- **ASSIGNMENT**
Every line below that contains "Tacos" is to be copied.

- **DATA SUPPLIED**
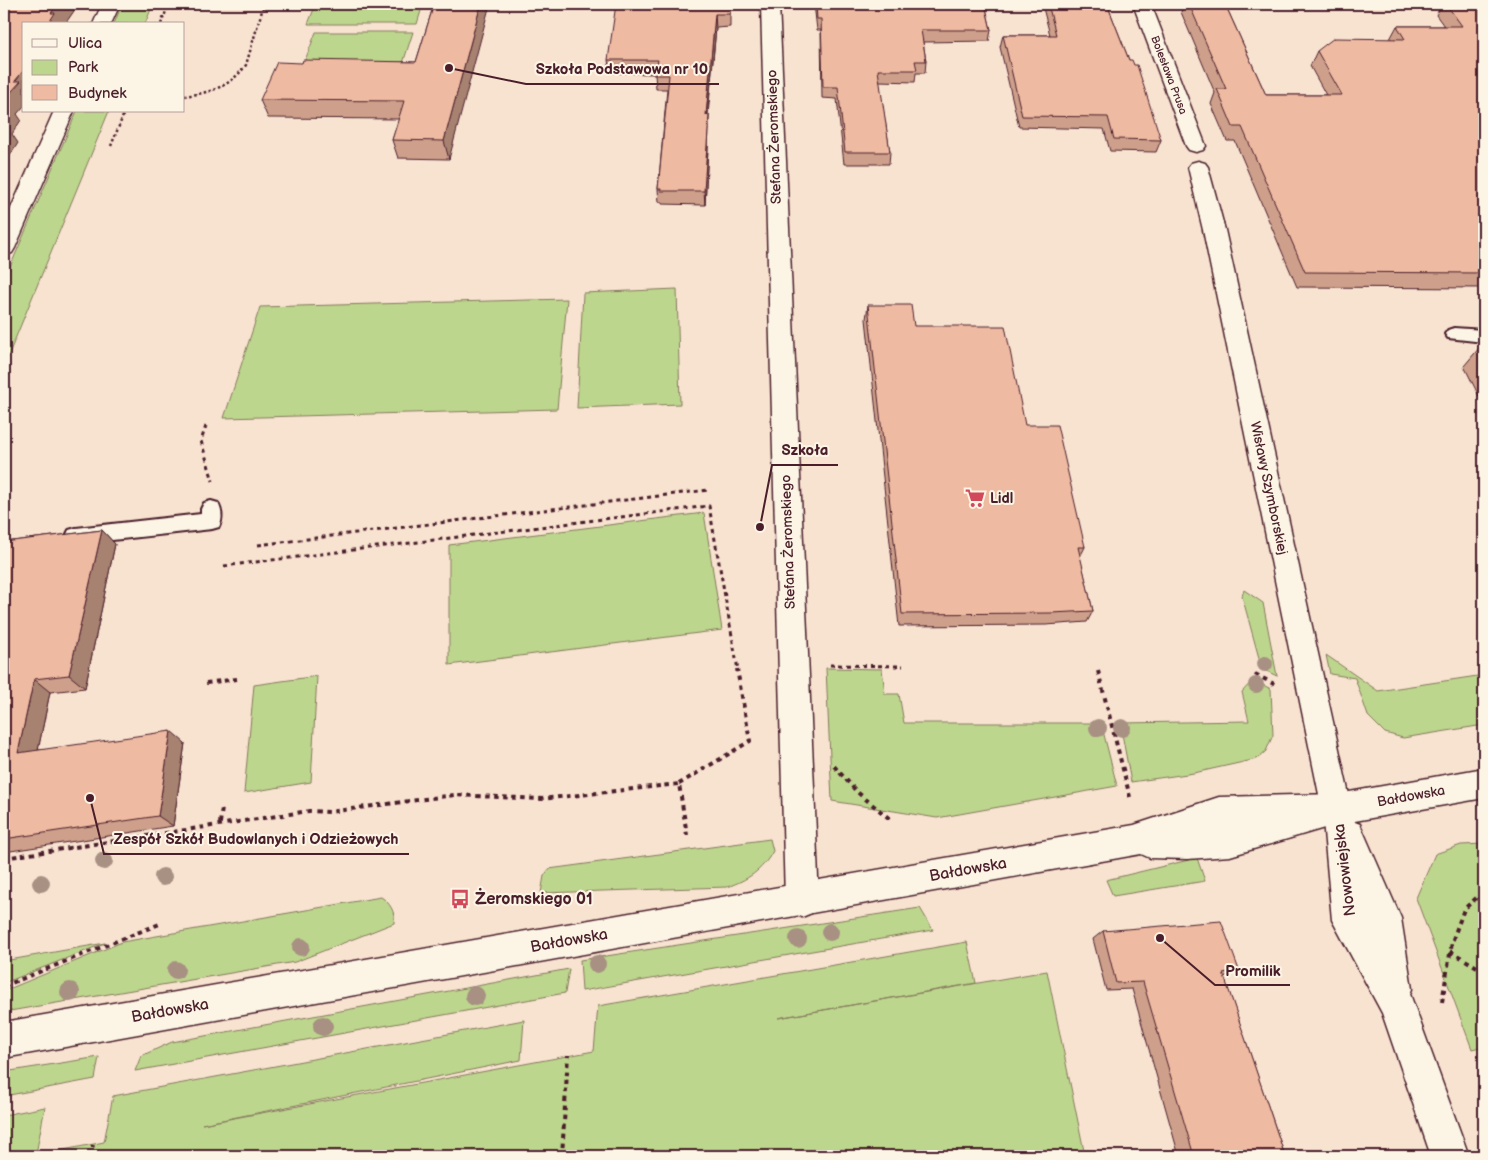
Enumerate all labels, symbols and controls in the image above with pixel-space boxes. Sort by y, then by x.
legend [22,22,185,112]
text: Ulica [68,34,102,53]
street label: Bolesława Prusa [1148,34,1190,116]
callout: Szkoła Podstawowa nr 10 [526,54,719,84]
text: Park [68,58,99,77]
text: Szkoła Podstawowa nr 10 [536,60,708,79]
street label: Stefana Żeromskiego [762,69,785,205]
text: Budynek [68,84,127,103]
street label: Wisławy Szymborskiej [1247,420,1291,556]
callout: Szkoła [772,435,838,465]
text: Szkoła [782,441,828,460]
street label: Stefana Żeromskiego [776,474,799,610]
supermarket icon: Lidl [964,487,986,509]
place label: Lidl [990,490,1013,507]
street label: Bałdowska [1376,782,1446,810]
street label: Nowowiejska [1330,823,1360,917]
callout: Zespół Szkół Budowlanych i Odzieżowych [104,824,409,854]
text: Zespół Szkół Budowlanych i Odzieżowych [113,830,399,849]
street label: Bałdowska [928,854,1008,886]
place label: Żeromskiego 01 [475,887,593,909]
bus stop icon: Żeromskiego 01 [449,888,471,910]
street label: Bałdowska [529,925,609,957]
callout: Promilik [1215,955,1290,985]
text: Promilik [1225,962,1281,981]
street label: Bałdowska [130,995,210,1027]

--

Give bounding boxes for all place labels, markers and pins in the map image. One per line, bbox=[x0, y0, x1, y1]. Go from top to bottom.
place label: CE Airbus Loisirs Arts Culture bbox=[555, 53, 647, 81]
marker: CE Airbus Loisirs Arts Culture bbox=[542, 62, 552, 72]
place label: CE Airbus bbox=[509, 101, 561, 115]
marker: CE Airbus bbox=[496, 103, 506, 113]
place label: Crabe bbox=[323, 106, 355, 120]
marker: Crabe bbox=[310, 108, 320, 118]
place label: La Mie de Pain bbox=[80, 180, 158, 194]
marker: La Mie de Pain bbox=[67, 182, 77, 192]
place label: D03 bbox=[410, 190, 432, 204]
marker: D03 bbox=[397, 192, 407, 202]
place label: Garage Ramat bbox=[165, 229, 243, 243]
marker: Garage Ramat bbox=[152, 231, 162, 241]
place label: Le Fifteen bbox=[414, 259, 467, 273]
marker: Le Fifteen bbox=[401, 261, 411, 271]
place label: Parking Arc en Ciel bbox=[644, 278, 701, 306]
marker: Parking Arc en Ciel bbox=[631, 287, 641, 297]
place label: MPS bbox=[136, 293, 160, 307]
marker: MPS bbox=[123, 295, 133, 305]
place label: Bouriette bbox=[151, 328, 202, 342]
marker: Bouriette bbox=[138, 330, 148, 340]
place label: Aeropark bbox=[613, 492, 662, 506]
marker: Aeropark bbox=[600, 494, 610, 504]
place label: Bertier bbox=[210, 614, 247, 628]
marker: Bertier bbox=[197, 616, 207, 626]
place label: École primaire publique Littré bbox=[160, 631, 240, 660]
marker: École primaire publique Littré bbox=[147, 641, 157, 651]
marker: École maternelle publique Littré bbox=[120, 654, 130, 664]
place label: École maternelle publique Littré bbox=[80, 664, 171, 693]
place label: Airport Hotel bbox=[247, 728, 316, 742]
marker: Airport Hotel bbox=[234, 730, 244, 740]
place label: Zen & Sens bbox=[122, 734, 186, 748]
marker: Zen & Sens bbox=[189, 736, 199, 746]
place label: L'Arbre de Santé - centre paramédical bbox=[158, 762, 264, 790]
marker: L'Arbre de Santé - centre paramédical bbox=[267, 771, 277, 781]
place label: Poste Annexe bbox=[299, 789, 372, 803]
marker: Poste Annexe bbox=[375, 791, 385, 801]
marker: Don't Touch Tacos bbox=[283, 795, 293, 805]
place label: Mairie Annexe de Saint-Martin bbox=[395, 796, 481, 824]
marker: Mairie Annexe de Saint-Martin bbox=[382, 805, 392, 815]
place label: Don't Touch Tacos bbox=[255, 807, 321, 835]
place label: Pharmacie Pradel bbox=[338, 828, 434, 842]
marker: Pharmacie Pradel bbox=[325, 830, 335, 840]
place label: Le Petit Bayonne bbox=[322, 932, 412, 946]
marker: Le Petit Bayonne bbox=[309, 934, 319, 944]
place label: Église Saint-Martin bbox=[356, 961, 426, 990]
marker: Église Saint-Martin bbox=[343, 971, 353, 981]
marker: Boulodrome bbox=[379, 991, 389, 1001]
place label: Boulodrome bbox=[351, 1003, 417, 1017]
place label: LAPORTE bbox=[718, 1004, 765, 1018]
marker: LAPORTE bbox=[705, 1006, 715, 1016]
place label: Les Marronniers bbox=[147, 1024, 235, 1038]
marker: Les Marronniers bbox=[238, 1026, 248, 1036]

- **SOLUTION FOR THIS EXERCISE**
marker: Don't Touch Tacos bbox=[283, 795, 293, 805]
place label: Don't Touch Tacos bbox=[255, 807, 321, 835]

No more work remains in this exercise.